### EXERCISE DIRECTIONS
In the entries, find all lines that hold the word "Write" and copy them.

Records drawn from a dataset

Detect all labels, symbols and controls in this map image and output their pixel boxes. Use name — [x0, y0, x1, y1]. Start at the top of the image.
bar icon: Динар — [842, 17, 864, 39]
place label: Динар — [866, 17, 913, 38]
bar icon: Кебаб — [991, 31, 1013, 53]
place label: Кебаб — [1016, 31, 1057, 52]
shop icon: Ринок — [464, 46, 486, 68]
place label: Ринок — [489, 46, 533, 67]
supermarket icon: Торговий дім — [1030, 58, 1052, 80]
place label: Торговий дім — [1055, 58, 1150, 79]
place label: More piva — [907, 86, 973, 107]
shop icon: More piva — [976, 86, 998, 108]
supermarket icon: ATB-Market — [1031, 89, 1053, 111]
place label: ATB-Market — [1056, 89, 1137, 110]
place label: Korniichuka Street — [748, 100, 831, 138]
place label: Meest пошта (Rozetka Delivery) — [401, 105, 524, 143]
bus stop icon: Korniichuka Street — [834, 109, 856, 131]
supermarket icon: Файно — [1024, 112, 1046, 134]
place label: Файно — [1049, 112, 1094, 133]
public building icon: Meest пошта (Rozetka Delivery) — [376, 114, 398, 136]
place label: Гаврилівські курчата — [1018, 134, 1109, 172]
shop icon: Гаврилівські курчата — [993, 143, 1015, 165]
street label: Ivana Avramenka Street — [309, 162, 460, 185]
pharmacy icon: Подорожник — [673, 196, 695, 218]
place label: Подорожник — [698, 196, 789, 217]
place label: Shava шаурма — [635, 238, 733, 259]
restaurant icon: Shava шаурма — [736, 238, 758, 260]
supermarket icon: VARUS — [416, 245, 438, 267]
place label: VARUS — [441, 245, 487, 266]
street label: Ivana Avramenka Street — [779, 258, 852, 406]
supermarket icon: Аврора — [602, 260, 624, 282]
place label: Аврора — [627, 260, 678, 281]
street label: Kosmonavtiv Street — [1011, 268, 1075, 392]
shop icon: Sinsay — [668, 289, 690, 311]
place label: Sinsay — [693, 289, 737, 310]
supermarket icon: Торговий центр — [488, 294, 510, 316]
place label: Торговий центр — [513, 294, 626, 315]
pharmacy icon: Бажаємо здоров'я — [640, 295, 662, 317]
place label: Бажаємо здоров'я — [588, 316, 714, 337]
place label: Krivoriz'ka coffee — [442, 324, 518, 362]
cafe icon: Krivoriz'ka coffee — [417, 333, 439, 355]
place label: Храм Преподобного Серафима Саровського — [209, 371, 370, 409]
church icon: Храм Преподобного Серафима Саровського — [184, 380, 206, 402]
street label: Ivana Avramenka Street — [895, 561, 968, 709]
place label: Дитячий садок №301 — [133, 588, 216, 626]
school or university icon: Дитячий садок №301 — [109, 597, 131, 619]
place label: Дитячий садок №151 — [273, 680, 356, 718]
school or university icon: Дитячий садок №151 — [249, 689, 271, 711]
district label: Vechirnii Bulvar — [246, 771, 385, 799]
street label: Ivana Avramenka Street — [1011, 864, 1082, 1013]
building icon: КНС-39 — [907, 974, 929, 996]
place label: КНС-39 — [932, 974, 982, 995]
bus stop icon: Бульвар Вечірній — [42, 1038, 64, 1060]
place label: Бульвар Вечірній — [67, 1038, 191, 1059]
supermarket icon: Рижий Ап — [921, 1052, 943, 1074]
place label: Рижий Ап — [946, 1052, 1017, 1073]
---
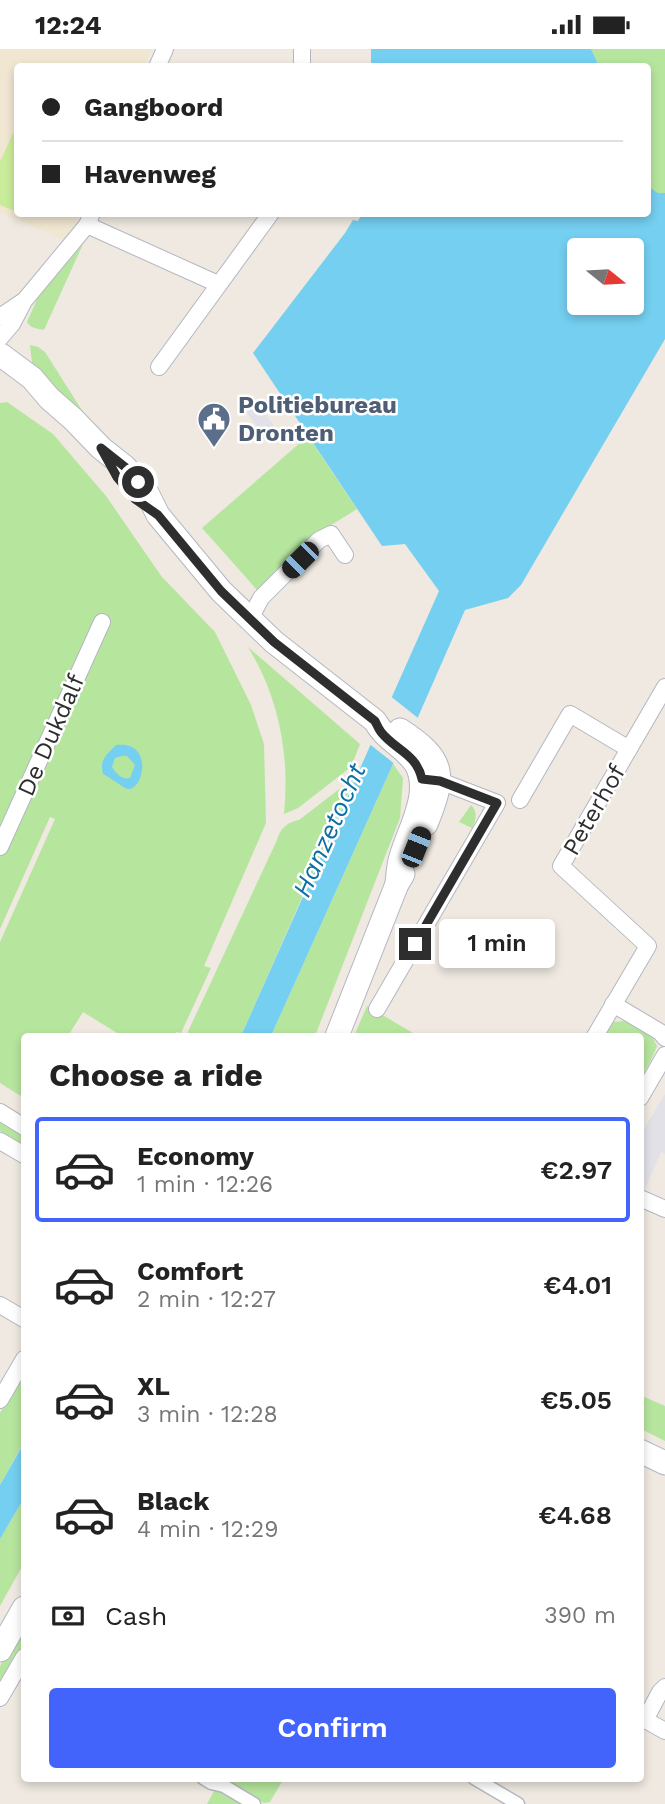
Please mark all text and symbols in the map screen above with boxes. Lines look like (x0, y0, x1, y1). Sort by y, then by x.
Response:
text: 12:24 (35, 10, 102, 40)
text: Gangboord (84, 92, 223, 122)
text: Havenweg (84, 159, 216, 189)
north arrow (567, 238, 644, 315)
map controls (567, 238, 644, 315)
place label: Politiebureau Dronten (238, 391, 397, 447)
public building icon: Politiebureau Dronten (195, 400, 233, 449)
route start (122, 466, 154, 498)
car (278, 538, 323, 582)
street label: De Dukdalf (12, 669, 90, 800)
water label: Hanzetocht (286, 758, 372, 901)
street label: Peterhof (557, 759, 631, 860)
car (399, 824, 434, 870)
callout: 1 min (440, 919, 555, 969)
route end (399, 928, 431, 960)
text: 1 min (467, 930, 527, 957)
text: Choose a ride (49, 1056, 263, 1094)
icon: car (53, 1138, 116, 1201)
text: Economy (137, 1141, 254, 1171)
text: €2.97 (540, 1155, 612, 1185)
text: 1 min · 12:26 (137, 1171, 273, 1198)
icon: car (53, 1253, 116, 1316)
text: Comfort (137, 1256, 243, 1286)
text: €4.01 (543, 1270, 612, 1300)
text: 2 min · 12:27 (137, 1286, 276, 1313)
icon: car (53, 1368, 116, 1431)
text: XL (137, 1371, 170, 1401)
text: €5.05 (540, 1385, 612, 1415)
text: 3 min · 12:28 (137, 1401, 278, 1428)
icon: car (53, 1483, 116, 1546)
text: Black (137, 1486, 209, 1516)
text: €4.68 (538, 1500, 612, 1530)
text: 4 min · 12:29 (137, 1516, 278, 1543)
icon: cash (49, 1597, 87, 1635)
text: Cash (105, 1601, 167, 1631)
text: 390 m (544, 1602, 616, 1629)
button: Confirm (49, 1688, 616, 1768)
--
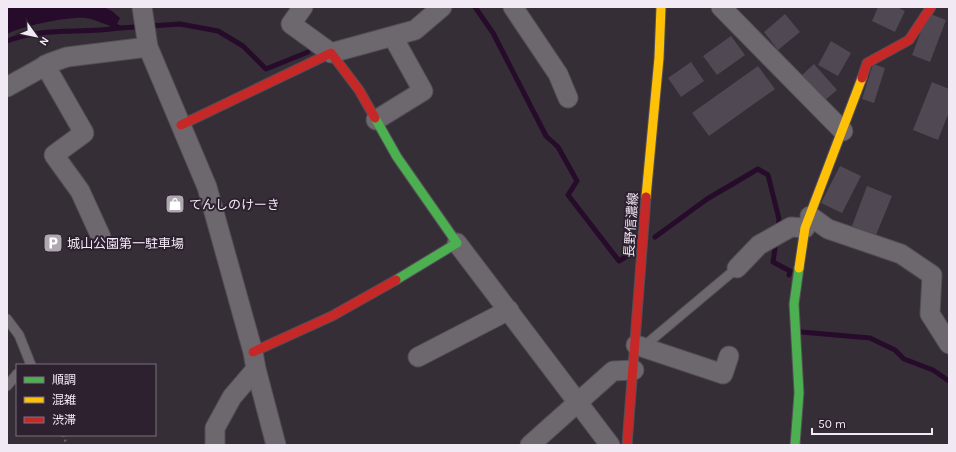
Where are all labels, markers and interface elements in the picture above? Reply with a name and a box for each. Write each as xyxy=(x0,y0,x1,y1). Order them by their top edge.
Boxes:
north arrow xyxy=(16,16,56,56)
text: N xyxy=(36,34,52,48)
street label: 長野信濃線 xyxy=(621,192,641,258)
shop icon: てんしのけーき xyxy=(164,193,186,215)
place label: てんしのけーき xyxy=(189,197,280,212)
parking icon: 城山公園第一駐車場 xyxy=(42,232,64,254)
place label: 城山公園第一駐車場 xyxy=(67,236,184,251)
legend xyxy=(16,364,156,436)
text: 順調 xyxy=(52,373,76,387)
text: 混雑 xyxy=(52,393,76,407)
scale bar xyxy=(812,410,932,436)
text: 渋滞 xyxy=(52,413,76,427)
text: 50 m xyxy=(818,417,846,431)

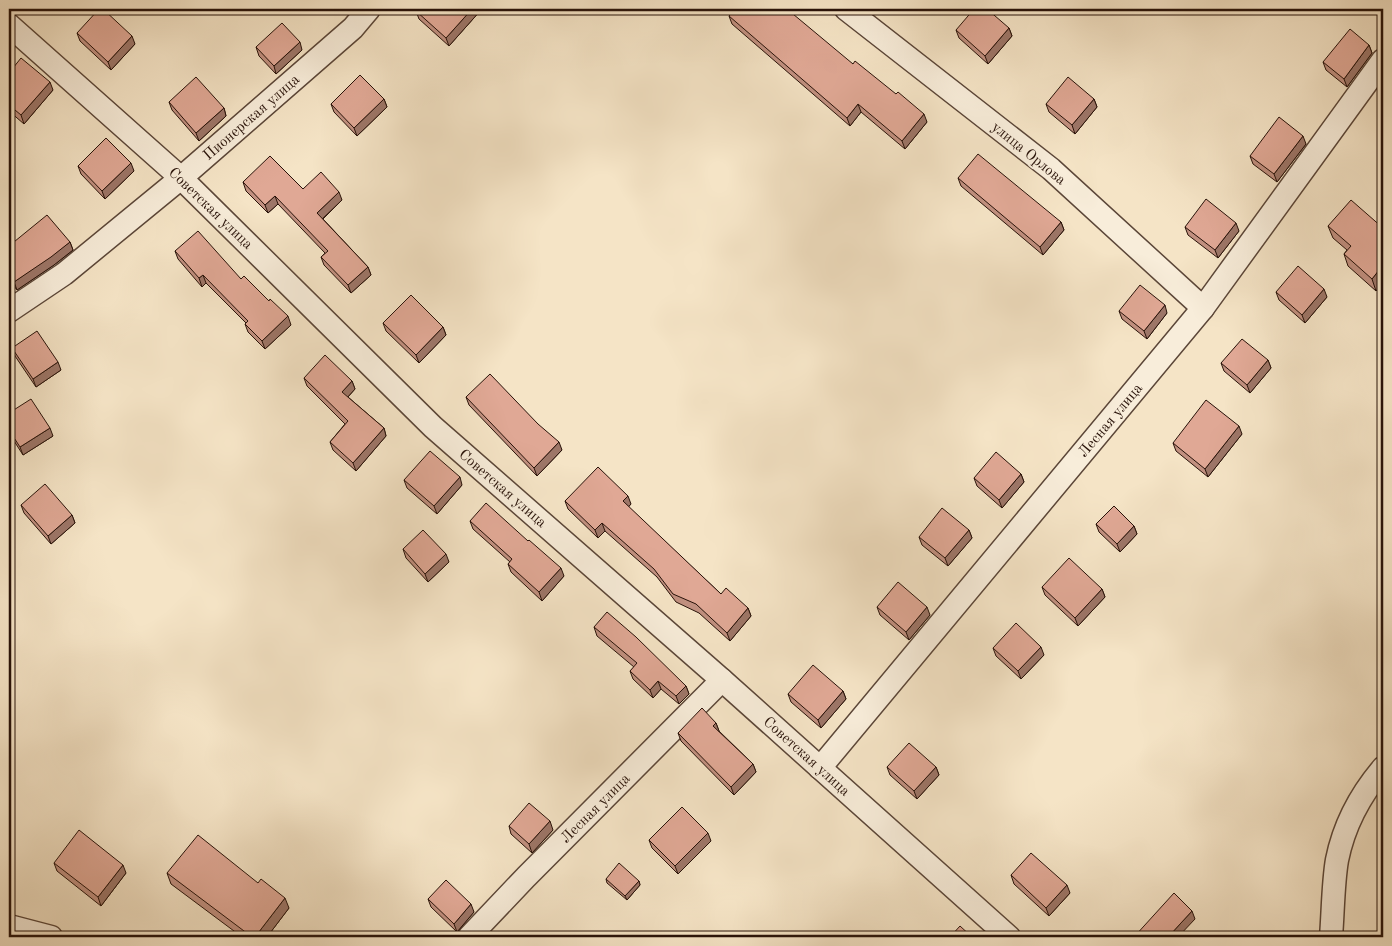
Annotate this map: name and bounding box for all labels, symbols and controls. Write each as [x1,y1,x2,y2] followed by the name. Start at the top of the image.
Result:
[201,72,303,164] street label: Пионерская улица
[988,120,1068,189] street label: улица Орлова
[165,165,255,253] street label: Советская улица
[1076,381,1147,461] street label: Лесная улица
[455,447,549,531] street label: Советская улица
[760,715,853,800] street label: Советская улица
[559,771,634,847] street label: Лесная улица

### SOLUTION
Where are all labels, markers and interface elements in the picture above? Reply with a name and a box for each. Write each as xyxy=(x0,y0,x1,y1). Order them by their top edge.
Annotate this map: name and bounding box for all labels, symbols and controls. Write each as [x1,y1,x2,y2] followed by the name. Start at the top of the image.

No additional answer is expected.